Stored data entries
▼▼▼
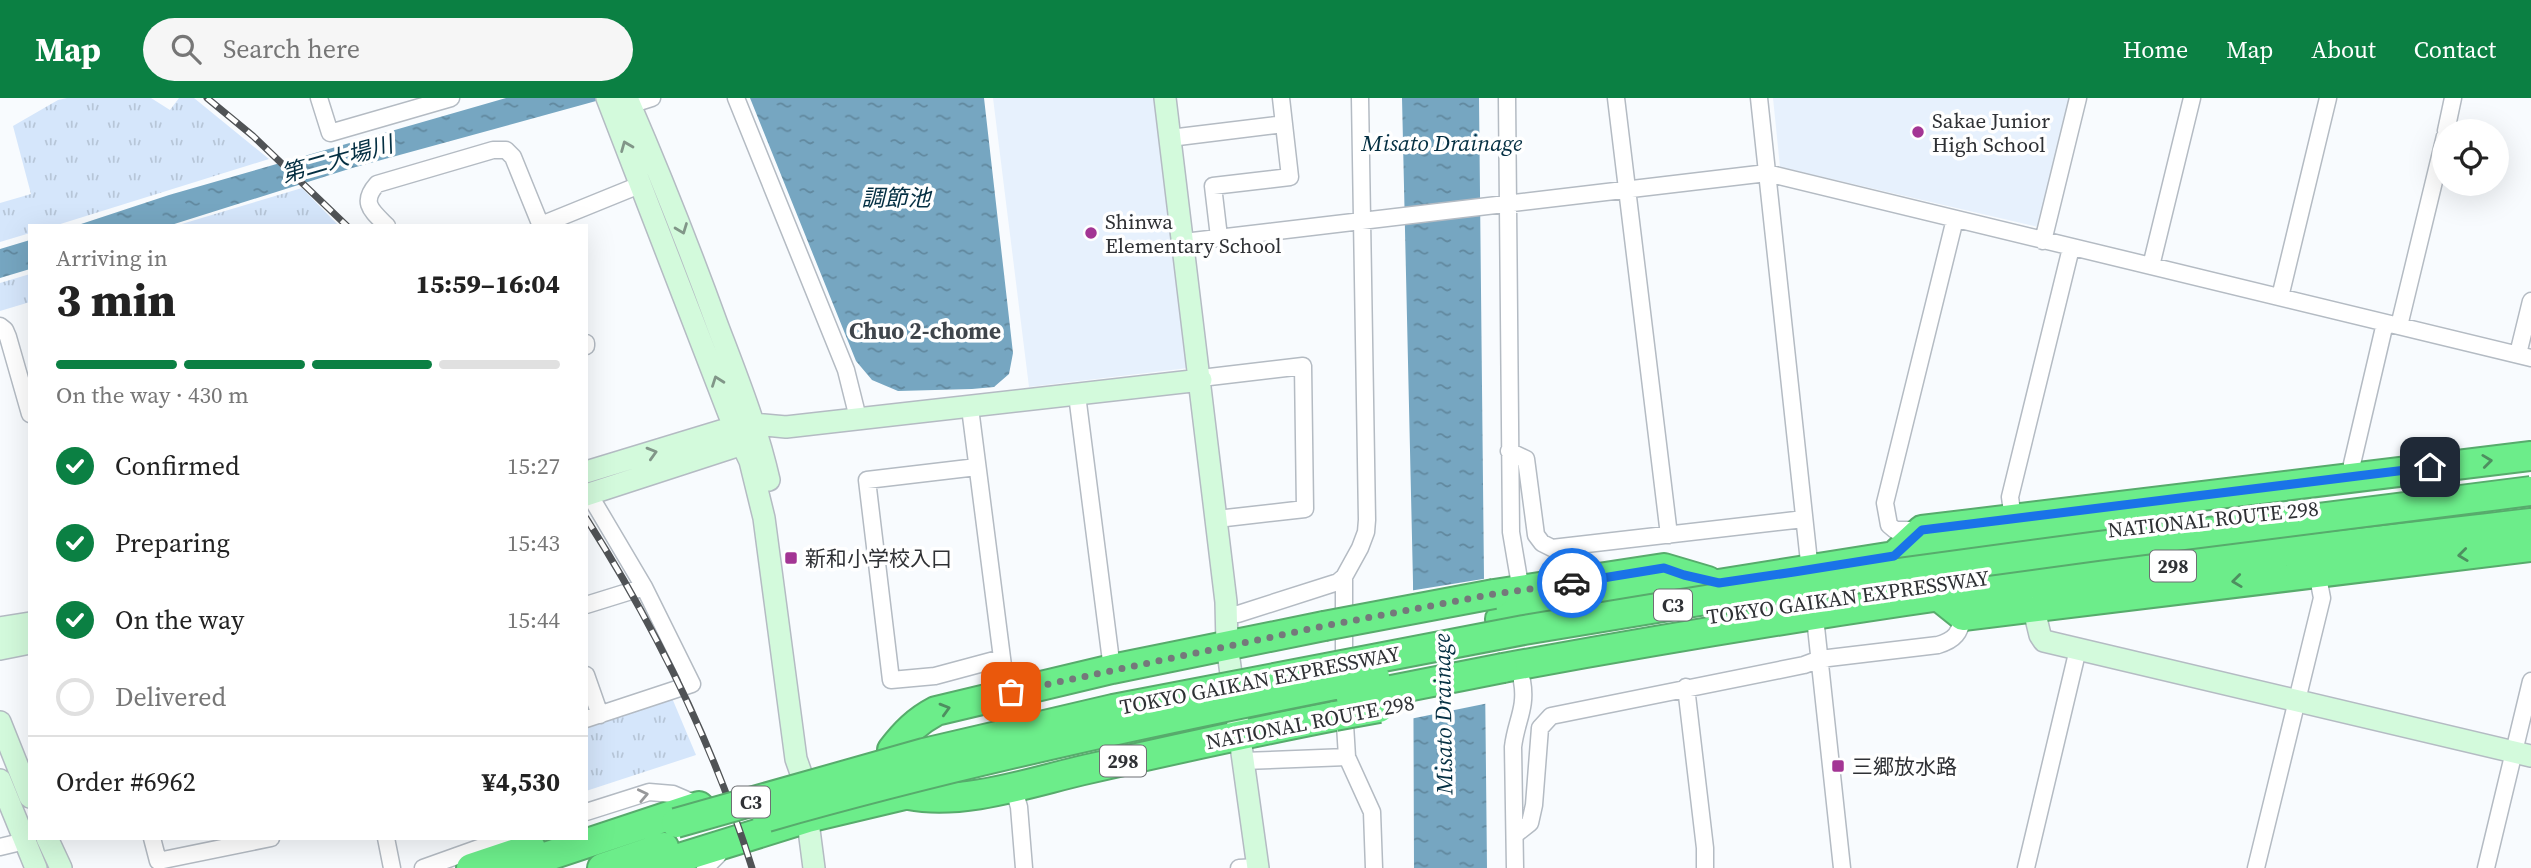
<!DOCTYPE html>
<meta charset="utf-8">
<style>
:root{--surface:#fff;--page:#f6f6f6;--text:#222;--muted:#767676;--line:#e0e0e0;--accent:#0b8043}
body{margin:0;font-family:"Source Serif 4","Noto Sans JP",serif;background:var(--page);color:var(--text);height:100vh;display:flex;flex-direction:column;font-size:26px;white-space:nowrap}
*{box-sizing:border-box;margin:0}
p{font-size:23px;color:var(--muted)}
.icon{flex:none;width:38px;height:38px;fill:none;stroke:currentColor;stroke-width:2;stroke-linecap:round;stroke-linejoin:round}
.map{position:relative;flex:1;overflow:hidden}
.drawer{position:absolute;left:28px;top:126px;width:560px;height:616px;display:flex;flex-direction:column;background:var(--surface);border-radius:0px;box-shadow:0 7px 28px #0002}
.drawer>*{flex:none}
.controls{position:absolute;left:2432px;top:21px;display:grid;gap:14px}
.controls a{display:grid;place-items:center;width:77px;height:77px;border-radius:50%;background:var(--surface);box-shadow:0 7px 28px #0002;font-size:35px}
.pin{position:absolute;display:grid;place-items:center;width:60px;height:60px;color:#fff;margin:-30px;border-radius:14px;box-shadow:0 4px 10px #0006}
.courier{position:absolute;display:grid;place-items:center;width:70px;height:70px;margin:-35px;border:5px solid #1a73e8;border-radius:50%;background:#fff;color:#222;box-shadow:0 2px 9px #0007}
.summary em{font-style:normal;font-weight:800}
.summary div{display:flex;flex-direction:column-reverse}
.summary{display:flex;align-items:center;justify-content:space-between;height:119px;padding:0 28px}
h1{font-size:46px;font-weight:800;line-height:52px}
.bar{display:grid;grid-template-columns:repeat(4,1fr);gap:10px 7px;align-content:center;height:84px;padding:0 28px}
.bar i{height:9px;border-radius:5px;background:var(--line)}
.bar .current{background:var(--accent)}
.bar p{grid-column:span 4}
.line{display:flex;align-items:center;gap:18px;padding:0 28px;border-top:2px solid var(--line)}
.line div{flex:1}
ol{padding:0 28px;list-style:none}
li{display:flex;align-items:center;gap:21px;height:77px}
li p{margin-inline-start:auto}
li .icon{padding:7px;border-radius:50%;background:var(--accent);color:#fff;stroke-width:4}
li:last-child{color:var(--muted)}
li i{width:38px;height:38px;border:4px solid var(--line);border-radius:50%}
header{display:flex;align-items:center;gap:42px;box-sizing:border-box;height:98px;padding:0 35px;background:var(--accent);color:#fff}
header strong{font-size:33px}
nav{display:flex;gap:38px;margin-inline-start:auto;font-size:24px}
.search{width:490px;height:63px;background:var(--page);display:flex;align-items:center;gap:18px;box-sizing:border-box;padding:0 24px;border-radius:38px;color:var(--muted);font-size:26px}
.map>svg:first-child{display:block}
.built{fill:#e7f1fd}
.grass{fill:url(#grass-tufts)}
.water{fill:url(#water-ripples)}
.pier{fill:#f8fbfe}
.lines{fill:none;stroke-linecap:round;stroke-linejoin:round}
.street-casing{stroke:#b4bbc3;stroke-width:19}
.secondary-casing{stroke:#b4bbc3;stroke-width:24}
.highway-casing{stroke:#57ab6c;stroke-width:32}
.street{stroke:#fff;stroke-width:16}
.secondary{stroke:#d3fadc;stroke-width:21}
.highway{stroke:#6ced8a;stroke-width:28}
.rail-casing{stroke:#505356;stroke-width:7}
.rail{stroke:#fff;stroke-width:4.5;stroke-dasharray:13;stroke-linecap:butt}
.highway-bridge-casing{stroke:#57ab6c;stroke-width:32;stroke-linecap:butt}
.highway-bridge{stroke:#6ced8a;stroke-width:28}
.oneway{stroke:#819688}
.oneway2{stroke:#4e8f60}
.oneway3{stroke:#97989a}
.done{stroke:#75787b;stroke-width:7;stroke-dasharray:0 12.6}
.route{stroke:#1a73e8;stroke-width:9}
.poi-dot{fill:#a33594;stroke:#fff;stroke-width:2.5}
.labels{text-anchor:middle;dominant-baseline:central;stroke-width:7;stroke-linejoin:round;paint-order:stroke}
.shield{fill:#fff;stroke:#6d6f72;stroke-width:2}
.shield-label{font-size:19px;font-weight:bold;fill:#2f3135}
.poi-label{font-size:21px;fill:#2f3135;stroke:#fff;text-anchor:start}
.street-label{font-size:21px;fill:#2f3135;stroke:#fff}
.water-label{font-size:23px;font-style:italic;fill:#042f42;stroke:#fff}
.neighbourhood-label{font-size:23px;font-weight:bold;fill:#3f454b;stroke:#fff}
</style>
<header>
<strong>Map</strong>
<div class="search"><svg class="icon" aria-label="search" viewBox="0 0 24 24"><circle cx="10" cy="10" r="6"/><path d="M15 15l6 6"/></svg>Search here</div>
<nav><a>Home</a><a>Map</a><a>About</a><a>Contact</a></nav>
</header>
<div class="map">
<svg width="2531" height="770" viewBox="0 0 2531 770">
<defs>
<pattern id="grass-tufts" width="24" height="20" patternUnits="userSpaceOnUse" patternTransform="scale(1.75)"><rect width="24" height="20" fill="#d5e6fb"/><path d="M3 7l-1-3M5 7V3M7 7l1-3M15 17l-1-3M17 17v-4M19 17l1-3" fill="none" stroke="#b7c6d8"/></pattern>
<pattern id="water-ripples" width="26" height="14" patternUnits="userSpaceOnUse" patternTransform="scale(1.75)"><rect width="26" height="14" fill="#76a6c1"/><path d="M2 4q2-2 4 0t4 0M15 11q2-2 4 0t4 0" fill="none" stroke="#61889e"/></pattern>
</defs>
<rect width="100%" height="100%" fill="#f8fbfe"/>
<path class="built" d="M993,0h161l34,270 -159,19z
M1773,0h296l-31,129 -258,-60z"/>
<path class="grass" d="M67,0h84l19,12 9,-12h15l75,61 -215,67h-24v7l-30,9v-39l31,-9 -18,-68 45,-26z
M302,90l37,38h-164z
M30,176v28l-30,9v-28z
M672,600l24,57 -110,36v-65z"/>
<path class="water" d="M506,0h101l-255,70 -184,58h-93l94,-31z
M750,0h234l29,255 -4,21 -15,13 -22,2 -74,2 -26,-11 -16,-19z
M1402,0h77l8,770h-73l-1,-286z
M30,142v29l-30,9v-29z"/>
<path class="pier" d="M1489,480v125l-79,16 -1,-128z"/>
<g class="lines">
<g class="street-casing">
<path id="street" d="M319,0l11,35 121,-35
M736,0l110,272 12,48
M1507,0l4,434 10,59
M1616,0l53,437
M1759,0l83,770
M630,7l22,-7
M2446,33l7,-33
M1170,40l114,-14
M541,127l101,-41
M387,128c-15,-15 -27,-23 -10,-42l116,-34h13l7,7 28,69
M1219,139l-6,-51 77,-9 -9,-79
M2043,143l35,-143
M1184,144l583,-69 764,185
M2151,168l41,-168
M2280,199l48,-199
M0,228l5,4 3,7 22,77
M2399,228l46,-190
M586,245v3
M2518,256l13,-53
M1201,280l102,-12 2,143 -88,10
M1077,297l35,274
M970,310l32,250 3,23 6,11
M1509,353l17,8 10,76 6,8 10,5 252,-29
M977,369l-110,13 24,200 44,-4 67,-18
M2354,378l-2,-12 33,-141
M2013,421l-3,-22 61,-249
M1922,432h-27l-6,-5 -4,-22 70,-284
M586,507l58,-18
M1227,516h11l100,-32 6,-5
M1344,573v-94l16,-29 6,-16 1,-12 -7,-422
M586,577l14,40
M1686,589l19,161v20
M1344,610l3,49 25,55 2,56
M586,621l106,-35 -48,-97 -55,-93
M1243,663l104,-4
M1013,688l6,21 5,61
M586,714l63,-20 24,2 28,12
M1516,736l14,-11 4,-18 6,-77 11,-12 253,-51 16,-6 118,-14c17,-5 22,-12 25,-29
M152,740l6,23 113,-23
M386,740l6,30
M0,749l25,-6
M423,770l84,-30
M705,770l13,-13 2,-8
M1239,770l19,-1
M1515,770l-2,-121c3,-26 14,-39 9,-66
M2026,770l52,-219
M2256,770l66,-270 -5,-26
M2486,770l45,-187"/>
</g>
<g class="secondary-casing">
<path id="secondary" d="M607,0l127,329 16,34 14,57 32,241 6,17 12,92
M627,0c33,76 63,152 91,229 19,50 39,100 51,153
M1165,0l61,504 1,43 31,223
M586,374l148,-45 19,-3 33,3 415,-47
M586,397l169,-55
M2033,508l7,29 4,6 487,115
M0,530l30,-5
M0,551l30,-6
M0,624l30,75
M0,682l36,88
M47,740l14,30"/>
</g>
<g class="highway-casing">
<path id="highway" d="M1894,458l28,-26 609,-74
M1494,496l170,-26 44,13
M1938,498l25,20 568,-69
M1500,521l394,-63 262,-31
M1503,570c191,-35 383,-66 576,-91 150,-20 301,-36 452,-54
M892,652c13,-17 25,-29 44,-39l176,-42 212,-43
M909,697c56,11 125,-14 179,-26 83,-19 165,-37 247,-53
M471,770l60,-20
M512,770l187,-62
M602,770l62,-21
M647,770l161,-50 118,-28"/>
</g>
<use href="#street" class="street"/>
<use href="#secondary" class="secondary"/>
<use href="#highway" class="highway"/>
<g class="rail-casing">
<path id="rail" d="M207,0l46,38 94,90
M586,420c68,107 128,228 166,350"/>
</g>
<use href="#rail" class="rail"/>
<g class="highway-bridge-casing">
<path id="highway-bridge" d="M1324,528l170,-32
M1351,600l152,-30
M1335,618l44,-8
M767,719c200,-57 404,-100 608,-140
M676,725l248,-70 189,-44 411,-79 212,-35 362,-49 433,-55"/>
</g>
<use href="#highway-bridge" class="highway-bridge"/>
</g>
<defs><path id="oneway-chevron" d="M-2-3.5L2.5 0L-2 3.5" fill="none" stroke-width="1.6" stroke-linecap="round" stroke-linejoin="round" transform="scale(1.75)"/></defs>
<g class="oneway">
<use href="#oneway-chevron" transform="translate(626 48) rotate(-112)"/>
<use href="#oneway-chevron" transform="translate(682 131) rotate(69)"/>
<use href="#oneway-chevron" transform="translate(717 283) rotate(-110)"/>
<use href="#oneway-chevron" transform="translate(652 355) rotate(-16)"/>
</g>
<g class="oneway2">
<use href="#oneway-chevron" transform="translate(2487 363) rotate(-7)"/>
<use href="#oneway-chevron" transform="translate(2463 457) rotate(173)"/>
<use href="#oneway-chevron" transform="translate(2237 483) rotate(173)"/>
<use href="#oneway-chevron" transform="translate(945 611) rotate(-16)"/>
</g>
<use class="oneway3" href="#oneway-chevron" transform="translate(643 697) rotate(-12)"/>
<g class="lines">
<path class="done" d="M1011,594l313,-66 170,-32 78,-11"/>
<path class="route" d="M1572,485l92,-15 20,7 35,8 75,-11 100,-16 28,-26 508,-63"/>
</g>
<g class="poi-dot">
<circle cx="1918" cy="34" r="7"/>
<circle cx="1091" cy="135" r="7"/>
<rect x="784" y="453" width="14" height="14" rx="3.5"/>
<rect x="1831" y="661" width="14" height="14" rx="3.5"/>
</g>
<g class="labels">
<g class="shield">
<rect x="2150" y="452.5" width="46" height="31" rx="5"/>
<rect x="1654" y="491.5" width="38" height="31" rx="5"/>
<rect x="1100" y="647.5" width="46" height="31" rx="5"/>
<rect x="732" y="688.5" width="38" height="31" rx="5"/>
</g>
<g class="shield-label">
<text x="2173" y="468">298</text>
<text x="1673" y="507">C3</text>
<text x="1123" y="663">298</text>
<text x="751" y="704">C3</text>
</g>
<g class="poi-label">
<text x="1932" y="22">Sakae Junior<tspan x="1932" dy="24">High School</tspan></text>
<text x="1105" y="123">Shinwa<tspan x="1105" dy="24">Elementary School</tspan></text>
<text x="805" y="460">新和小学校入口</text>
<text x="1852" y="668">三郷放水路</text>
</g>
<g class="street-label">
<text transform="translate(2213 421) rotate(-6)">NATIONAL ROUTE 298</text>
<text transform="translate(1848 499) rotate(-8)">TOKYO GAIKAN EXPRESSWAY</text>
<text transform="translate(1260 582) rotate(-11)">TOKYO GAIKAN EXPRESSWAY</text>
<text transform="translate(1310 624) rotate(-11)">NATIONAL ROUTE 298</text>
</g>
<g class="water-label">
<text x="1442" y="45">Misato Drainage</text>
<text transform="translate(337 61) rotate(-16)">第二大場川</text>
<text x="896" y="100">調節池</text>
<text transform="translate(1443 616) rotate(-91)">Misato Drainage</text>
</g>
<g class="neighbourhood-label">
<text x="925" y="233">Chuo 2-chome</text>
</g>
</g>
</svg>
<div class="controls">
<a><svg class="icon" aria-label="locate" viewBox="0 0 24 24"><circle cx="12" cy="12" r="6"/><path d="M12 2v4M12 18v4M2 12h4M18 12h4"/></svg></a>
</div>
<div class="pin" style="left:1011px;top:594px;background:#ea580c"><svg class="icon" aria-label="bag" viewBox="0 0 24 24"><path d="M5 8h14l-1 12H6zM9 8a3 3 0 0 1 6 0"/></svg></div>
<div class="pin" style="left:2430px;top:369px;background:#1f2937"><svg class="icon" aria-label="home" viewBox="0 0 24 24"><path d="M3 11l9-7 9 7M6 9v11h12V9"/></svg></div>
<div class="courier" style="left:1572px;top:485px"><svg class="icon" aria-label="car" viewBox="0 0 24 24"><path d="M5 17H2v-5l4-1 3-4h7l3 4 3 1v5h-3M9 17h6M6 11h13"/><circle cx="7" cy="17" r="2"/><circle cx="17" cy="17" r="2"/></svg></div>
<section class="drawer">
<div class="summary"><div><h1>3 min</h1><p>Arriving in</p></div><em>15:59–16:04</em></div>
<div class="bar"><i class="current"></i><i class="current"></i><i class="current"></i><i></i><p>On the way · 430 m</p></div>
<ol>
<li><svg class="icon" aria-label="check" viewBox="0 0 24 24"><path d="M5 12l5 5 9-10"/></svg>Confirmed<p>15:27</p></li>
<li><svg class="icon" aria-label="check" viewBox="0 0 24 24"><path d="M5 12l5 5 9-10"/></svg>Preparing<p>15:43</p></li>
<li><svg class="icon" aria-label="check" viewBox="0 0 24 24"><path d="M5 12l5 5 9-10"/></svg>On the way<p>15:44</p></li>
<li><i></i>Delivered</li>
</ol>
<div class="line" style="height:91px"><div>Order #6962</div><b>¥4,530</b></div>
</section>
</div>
▲▲▲
EXERCISE OBJECTIVE
Could you print, word for word, the line containing "<li><i></i>Delivered</li>" and every line after it through the end of the records, and nothing else?

ANSWER TO THE EXERCISE
<li><i></i>Delivered</li>
</ol>
<div class="line" style="height:91px"><div>Order #6962</div><b>¥4,530</b></div>
</section>
</div>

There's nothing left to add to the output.